What is a songwriter split sheet? Learn how to manage split sheets when collaborating with other artists to ensure you get paid for your work.
What is a Split Sheet?
Songwriter split sheets are an integral part of the music business. A split sheet is a written agreement that identifies each contributor to a song and establishes ownership percentages amongst them. The agreed percentages determine how much each contributor will receive from the royalties generated by their music.
Split sheets are necessary for every song you write with collaborators. They ensure everyone involved in the creative process is properly credited and paid for the work they contributed.
It’s also important to note that split sheets are not a copyright agreement. Copyright ownership is different.
Why is a Split Sheet Important?
Split sheets are an essential safeguard for all co-creators of a song. They ensure everyone involved in the creation process receives credit and compensation for their work. Split sheets can also save creators from a potential legal headache because it requires them to work out an agreement and establish ownership in writing.
Under U.S. Copyright Law, any co-written content without a written agreement will be equally divided depending on the number of people involved. Without a split sheet, contributing producers and songwriters risk receiving less ownership or revenue for the content they created. This can lead to ugly disputes among each contributor and potential legal battles.
Also, a Performing Rights Organization (PRO), record label, music publisher, music licensor, and any other third-party using the song can hold royalty payments until the conflict resolves. Moreover, contributors risk not getting credit or royalty payments if a company does not know who, or how much to pay.
How to Determine the Ownership Percentage
The final percentage splits are negotiated and agreed upon by all parties involved. The total of all the split percentages must equal 100%. There are different approaches collaborators take to divide split percentages. For example, you can split the rights evenly among each co-writer, or give each person a percentage according to their contribution.
Giving each contributor equal ownership is the safest route to avoid confrontation. Also, treating everyone equally will help form lasting relationships with other artists. It may even boost the chances of them wanting to work with you again.
Determining splits according to a collaborator’s contributions to a song is trickier. Sometimes, not every contributor makes an equal contribution. Or, the contributions by co-writers are not equally significant in the song. For example, one co-writer may add a small part of the lead. Also, the same creator may contribute to both the songwriting and producing process.

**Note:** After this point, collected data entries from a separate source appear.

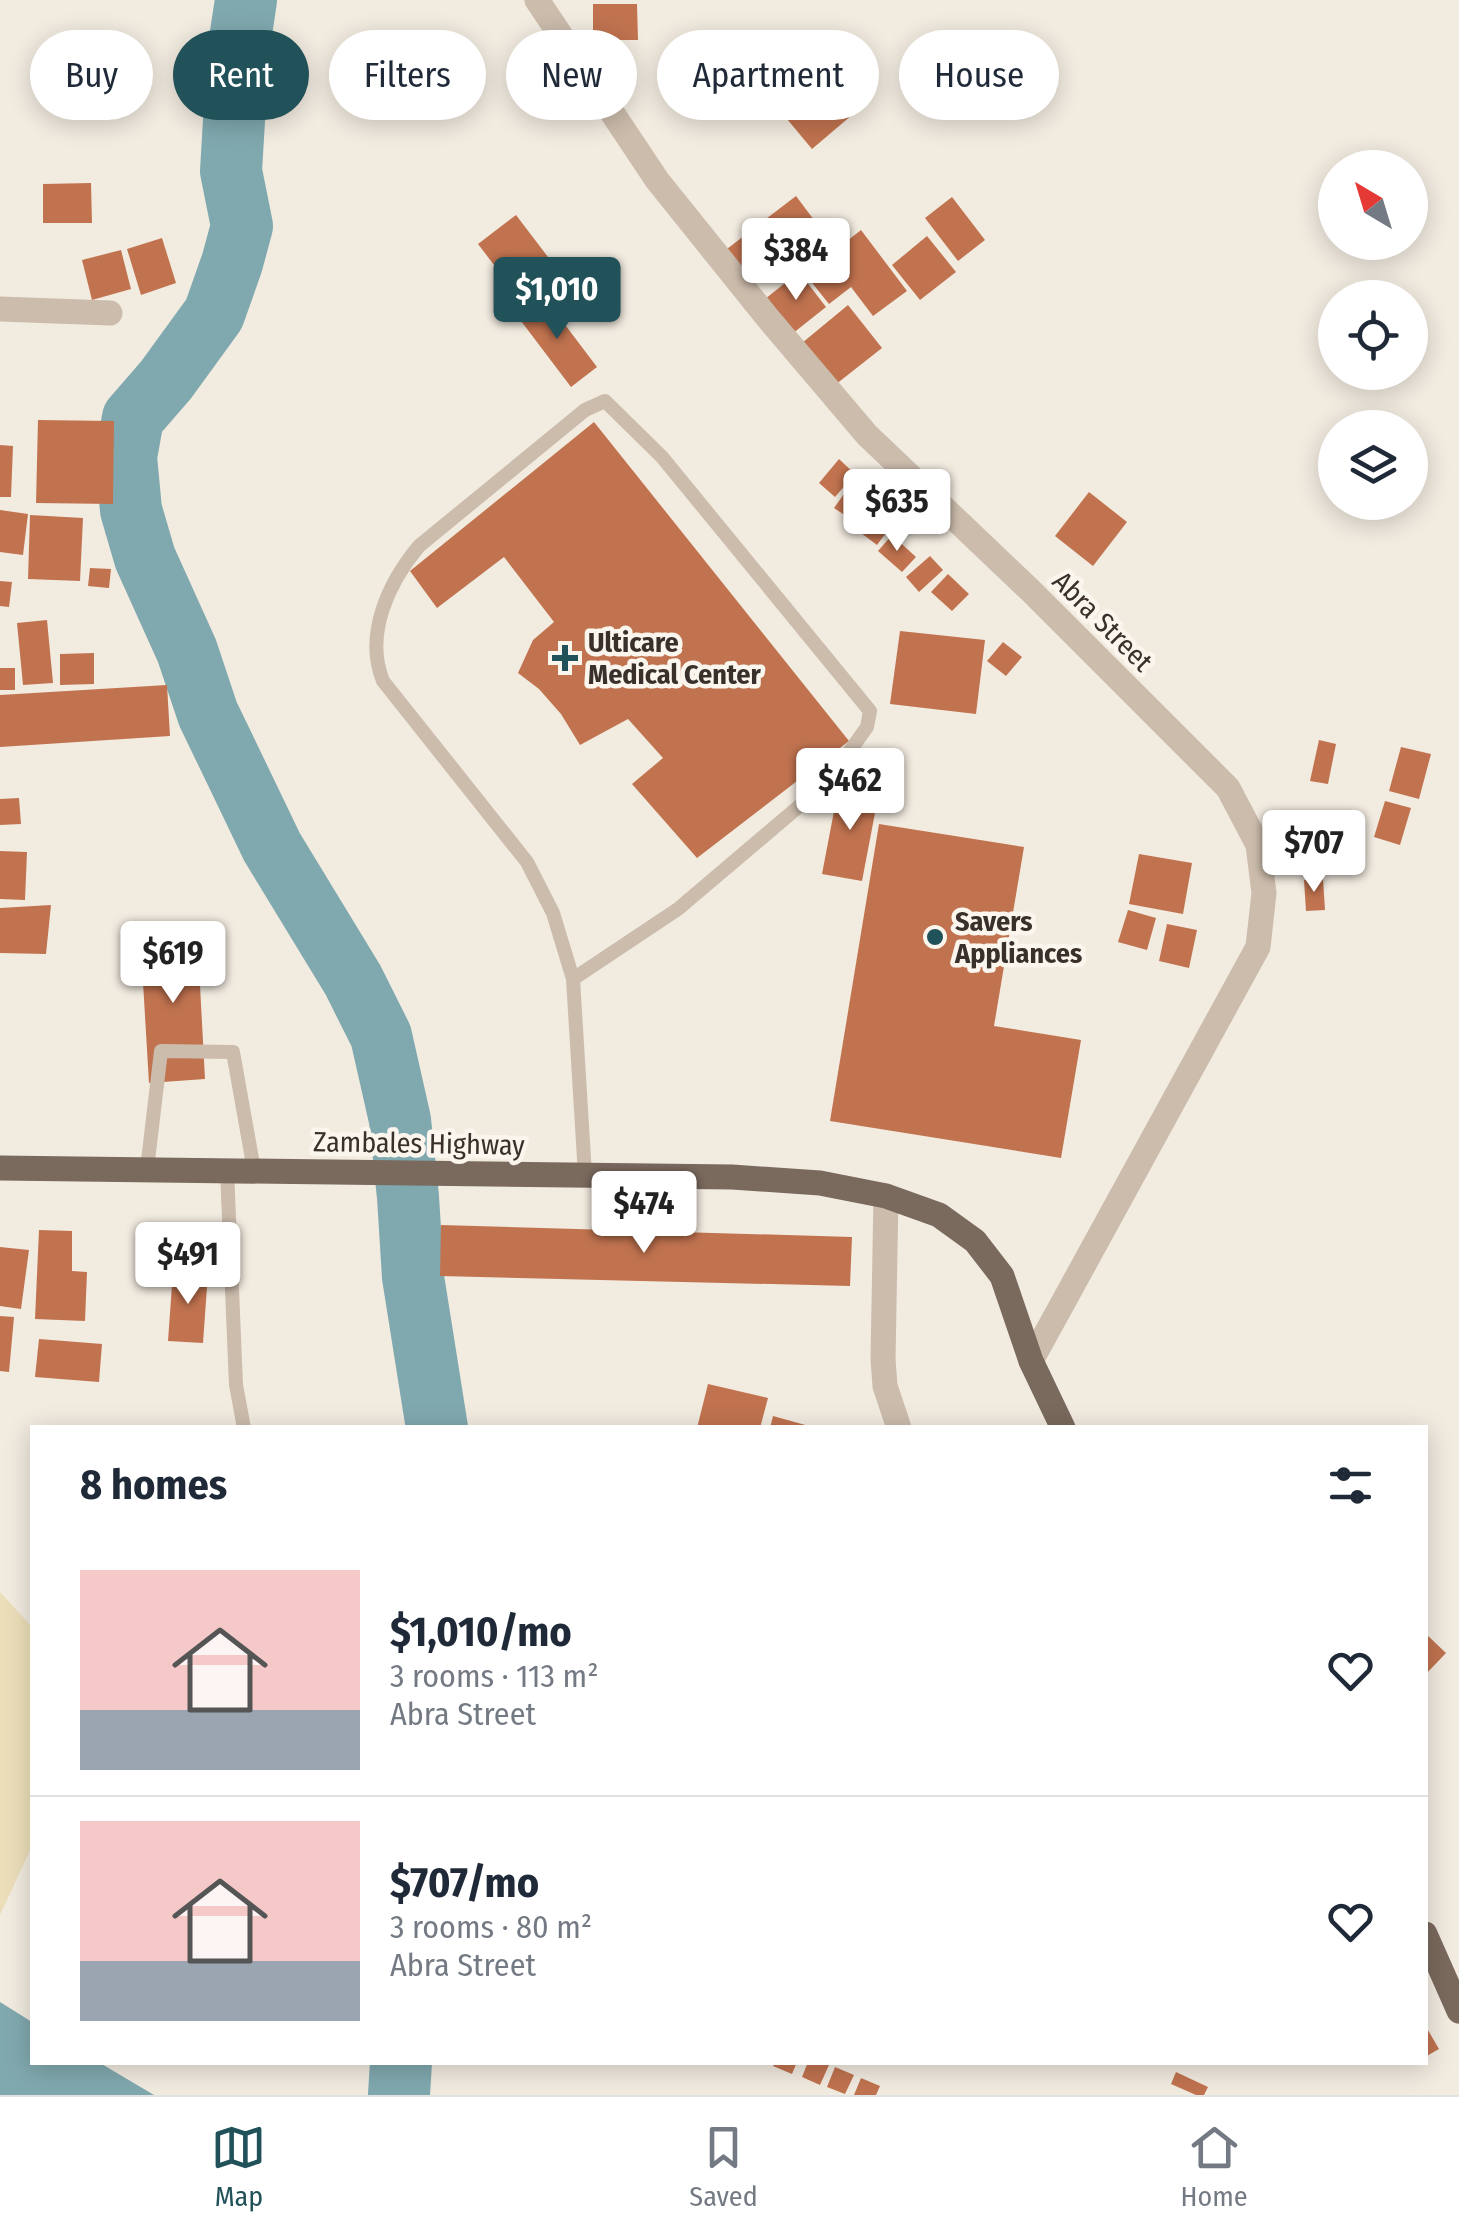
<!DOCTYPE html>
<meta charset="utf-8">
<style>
body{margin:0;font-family:"Fira Sans Condensed",sans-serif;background:#f6f6f7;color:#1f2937;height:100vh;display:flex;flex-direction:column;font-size:38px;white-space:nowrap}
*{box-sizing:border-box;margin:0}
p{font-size:32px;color:#747a83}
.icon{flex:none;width:55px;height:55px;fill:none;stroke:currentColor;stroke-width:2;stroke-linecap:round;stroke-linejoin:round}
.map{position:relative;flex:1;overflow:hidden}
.sheet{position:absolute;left:30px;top:1425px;width:1398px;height:640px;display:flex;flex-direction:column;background:#fff;border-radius:0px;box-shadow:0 5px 25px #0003}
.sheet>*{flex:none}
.top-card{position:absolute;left:30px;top:30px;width:1400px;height:90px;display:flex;gap:20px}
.needle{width:65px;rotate:322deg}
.tools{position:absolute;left:1318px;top:150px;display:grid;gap:20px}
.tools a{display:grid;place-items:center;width:110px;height:110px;border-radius:50%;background:#fff;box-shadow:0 5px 25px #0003;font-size:50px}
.price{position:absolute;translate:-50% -85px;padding:0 22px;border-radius:10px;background:#fff;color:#222;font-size:32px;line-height:65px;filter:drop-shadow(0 2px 5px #0008)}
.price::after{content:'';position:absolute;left:50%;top:60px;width:30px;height:22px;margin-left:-15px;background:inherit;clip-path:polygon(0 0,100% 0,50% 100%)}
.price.on{background:#215159;color:#fff}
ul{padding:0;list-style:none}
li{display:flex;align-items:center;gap:30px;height:250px;padding:0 50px}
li+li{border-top:2px solid #e0e1e3}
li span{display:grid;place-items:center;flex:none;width:280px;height:200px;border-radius:0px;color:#555}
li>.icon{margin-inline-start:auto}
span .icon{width:120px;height:120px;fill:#fffc;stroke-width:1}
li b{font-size:42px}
h2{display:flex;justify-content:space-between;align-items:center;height:120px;padding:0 50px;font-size:42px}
.chip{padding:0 35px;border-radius:45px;background:#fff;box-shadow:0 5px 25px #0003;font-size:35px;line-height:90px}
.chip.on{background:#215159;color:#fff}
.dock{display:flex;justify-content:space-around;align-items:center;height:140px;border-top:2px solid #e0e1e3;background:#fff;font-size:28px;color:#747a83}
.dock a{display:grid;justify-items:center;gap:5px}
.dock .on{color:#215159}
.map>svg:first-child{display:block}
.sand{fill:#ecdeb9}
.water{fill:#80a9af}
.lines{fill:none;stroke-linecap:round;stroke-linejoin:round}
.river{stroke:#80a9af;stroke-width:62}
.building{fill:#c1734f}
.service{stroke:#cbbcac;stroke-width:14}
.minor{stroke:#cbbcac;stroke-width:25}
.tertiary{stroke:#cbbcac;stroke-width:25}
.primary{stroke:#7a695d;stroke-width:25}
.poi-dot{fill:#215159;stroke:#faf5ed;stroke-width:4}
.labels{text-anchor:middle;stroke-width:9;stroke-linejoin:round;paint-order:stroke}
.street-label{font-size:28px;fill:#39302b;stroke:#faf5ed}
.poi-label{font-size:28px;font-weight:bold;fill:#39302b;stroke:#faf5ed;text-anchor:start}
</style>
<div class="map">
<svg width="1459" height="2095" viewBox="0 0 1459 2095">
<rect width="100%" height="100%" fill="#f2ebe0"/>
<path class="sand" d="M 0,1592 L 32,1627 L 32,1846 L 0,1915 Z"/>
<path class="water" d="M 0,2002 L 32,2022 L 32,2062 L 100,2063 L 154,2095 L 0,2095 Z"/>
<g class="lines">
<path class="river" d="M 246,0 L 238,53 L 231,171 L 242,226 L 232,263 L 214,314 L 166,380 L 133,418 L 126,457 L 131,510 L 145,558 L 187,651 L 208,714 L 236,772 L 272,847 L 353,980 L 381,1036 L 400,1120 L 408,1197 L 413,1277 L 437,1428
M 399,2095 L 401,2062"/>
</g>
<path class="building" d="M 593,4 L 637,4 L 638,40 L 593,40 Z
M 817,74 L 852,115 L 812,149 L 777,107 Z
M 91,183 L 92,223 L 43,223 L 43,184 Z
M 796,196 L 820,228 L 747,284 L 723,252 Z
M 952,197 L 985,240 L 958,261 L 925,218 Z
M 516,215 L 548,257 L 510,286 L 478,244 Z
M 861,230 L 907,291 L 873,316 L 851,287 L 829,304 L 805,274 Z
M 927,236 L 956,272 L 920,300 L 892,265 Z
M 162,238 L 176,283 L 141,295 L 127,249 Z
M 121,250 L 131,289 L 92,300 L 82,260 Z
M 799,272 L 826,307 L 792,334 L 765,299 Z
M 544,297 L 597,367 L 571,387 L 518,317 Z
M 848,305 L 882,348 L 835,385 L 802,343 Z
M 38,420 L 114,421 L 113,504 L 36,503 Z
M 594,422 L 849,741 L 697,858 L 632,784 L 663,758 L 628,719 L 580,745 L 561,714 L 539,689 L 518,673 L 533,640 L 554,622 L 504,557 L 437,608 L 410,571 Z
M 0,445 L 13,446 L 11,497 L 0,497 Z
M 839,459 L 855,474 L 835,497 L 819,483 Z
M 856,477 L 877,492 L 855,522 L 834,508 Z
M 1089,492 L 1127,522 L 1093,566 L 1055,536 Z
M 875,507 L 894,522 L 877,545 L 857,530 Z
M 0,510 L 28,514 L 23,555 L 0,552 Z
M 30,515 L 83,518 L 80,581 L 28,579 Z
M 892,535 L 916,557 L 902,572 L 878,551 Z
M 930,556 L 943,570 L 919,592 L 906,577 Z
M 90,568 L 111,569 L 109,588 L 88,586 Z
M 948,574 L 969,594 L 952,611 L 931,592 Z
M 0,581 L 12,582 L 9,607 L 0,606 Z
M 47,620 L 53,683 L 23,685 L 17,623 Z
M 900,631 L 985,640 L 976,714 L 890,704 Z
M 1003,642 L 1022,657 L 1006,676 L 987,661 Z
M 94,653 L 94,684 L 60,685 L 60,654 Z
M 0,668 L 15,668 L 15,690 L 0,690 Z
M 167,685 L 170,736 L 0,747 L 0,695 Z
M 1319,740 L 1336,744 L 1328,784 L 1310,781 Z
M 1401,747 L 1431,754 L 1419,799 L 1389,791 Z
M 839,785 L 879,792 L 862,881 L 822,874 Z
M 19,798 L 21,824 L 0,825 L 0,799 Z
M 1385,801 L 1411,808 L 1400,845 L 1374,837 Z
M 879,824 L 1024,847 L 994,1026 L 1081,1040 L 1061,1158 L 830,1121 Z
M 1299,833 L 1309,865 L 1279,875 L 1269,843 Z
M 0,851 L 27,852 L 25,900 L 0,899 Z
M 1139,854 L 1192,863 L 1183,914 L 1129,904 Z
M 1323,879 L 1325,910 L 1306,911 L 1304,880 Z
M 51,905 L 46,954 L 0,953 L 0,908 Z
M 1128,910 L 1156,918 L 1147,950 L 1118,942 Z
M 1167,924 L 1197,930 L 1189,968 L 1159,961 Z
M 197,929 L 205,1079 L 149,1083 L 140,932 Z
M 441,1225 L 852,1237 L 850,1286 L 440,1276 Z
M 39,1230 L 72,1231 L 72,1271 L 87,1272 L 85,1321 L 35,1319 Z
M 0,1247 L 29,1250 L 21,1309 L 0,1306 Z
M 173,1271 L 208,1273 L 203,1343 L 168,1341 Z
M 0,1316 L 14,1317 L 9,1372 L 0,1371 Z
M 39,1339 L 102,1344 L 99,1382 L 35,1377 Z
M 708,1384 L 768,1398 L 760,1428 L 697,1428 Z
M 773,1416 L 809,1426 L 809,1428 L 770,1428 Z
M 1425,1633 L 1446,1653 L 1425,1675 Z
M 1425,2025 L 1439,2049 L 1425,2057 Z
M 775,2062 L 797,2062 L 792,2074 L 773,2066 Z
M 808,2062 L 822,2062 L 829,2065 L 820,2085 L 802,2077 Z
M 835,2067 L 854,2075 L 845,2094 L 827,2087 Z
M 1176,2072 L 1208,2087 L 1204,2095 L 1196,2095 L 1171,2084 Z
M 861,2078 L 880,2086 L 876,2095 L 854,2095 Z"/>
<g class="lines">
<path class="service" d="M 573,979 L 678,909 L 810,797 L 847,755 L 867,727 L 870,711 L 662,457 L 605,401 L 585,410 L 419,546 C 389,582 364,634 383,681 L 527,862 L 553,913 L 573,979 L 585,1175
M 147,1169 L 161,1051 L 233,1052 L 254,1170
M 227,1170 L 236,1385 L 244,1428"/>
<path class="minor" d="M 0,309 L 110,313
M 886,1196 L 883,1359 L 885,1386 L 899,1428"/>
<path class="tertiary" d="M 537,0 L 657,180 L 767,317 L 867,435 L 1031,591 L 1228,788 L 1258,845 L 1264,893 L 1258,947 L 1031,1361"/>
<path class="primary" d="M 0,1168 L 732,1177 L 820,1183 L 886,1196 L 939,1215 L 975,1241 L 1002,1276 L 1031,1361 L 1063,1428
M 1425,1934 L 1459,2011"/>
</g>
<g class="poi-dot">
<path d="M560 643h10v10h10v10h-10v10h-10v-10h-10v-10h10z"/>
<circle cx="935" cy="937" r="10"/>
</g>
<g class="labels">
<g class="street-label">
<text transform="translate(1103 621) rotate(45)" y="10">Abra Street</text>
<text transform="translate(419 1143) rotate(1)" y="10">Zambales Highway</text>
</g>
<g class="poi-label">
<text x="588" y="652">Ulticare<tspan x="588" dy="32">Medical Center</tspan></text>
<text x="955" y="931">Savers<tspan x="955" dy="32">Appliances</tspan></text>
</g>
</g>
</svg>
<div class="tools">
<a><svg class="needle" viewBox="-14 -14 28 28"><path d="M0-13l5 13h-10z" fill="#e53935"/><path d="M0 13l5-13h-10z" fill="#747a83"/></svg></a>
<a><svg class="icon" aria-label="locate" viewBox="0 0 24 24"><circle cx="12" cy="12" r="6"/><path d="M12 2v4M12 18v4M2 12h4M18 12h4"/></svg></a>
<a><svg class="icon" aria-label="layers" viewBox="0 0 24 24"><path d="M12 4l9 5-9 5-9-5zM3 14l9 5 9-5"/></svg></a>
</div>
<b class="price" style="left:796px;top:303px">$384</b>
<b class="price on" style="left:557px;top:342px">$1,010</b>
<b class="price" style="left:897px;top:554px">$635</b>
<b class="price" style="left:850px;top:833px">$462</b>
<b class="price" style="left:1314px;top:895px">$707</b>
<b class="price" style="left:173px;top:1006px">$619</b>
<b class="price" style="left:644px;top:1256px">$474</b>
<b class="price" style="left:188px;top:1307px">$491</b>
<div class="top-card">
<a class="chip">Buy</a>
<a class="chip on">Rent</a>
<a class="chip">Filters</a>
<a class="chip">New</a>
<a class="chip">Apartment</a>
<a class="chip">House</a>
</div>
<section class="sheet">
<h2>8 homes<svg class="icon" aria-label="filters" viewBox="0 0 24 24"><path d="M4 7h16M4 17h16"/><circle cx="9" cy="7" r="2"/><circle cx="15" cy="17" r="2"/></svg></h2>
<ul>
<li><span style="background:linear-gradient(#f6c9c9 70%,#9aa5b1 0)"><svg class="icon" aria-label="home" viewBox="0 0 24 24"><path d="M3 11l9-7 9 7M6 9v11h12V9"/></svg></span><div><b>$1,010/mo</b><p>3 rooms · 113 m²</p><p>Abra Street</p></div><svg class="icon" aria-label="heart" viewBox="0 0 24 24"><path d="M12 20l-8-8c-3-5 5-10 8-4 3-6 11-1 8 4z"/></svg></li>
<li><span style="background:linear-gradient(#f6c9c9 70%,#9aa5b1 0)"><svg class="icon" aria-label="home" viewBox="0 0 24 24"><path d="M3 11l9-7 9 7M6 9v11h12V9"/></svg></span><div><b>$707/mo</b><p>3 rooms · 80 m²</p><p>Abra Street</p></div><svg class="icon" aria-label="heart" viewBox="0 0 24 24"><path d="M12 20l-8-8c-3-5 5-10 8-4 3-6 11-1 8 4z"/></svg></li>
</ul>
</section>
</div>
<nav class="dock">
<a class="on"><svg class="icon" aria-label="map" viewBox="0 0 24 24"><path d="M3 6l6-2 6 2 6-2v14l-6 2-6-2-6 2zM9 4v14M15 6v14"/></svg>Map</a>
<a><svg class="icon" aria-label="saved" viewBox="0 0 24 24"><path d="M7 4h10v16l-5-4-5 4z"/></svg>Saved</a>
<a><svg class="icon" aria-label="home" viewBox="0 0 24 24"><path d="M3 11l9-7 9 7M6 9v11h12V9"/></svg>Home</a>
</nav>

Various other factors can further complicate matters. That’s why it’s crucial to figure out splits early. Make sure everyone who contributed to the creative process is on the same page.
When to Create a Split Sheet?
Co-creators often cringe thinking about negotiating ownership and royalty splits. However, navigating this conversation is a necessary practice to ensure you get paid correctly for your work. More important, turning that conversation into a written document proactively protects your rights. It can also save you from a potential legal battle.
It’s best to decide on songwriter splits and get them in writing early in the creative process or as soon as you’ve finished a song. Negotiations may get messy the longer you wait. It’s also easier to negotiate a split sheet before the song starts generating royalties or opportunities arise.
How to Create a Split Sheet
There are three ways to create a split sheet. The latest and most convenient way is with an online service. For example, the free SPLITS app from Create Music Group makes songwriter splits simple.
The SPLITS app helps eliminate songwriting disputes between producers, songwriters, and artists. Collaborators can quickly generate and sign a split agreement in a non-confrontational way, with a few clicks.
You can also find basic split sheet templates online or create your own. A basic split sheet should include:
- The date
- The song title
- Legal names of all contributing writers involved
- Role in the song creation (producer, songwriter, etc.)
- Ownership percentage for each contributor
- Specific contributions (lyrics, hook, melody, beats, etc.)
- Record label (if available)
- Performing Rights Organization (PRO) (if available)
- Publishing company (if available)
- Mailing addresses and contact information
- Signature of each contributor
Ensure each contributing writer fills out all the information that applies to them. Also, register with a Performing Rights Organization (PRO) such as ASCAP, BMI, or SESAC. A PRO helps songwriters and publishers get paid for the use of their music by collecting performance royalties on their behalf.
As a creator, it’s essential to understand the value of your work, especially before it’s published. Also, be proactive and take control of the conversation by using split sheets to secure your fair share of the revenue. Moreover, start negotiation splits early to avoid future disputes. And if you’re having trouble coming up with a fair agreement, get a lawyer!